Having invested multiple years in both backup signal callers, McCarthy is calling upon himself, the QBs, and the entire offense to “turn it up” after producing a measly 118 yards on Sunday from the time Rodgers left the game until a late desperation drive.

“I have to do a better job. I have to get Brett into a flow. More importantly, we need to get our offense into a flow,” McCarthy said. “We didn’t run the ball very well, pass protection was a negative, we didn’t handle basic blitzes they came with. We have to play cleaner football.”

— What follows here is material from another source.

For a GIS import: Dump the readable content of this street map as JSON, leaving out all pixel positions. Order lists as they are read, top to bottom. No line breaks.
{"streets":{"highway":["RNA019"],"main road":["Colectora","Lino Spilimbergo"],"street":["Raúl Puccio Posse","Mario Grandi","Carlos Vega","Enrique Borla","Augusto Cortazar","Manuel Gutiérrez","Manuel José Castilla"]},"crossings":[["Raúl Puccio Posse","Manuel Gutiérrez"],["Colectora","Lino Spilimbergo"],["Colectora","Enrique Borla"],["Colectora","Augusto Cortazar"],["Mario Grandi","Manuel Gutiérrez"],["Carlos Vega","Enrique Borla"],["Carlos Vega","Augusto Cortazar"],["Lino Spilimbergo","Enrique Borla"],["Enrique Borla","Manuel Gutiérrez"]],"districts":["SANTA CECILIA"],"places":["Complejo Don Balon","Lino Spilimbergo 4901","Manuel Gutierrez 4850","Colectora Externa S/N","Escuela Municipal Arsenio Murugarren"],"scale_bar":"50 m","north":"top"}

It would help to get some continuity up front, but McCarthy had no injury updates on offensive linemen Lane Taylor , Bryan Bulaga or David Bakhtiari , saying their prospects for Sunday will be sorted out later in the week. The defense remains banged-up as well, with three top defensive backs in Morgan Burnett , Kevin King and Davon Housemissing the Minnesota game.

As for the injury to Rodgers, McCarthy said he watched the video of Vikings linebacker Anthony Barr’s outside-the-pocket takedown and termed it “totally unnecessary.”

“I didn’t like the hit,” he said. “He’s clearly expecting to get hit, and to pin him to the ground like that, I felt it was an illegal act.

“To sit here and lose any of your players to something like that, it doesn’t feel good.”

But a performance like Sunday’s almost feels worse to a head coach, whose resolve and determination were unmistakable one day later.

“I’m focused on getting back to playing Green Bay Packer football,” McCarthy said. “Yesterday was not anything we needed to be. We’re not going to play like that anymore.”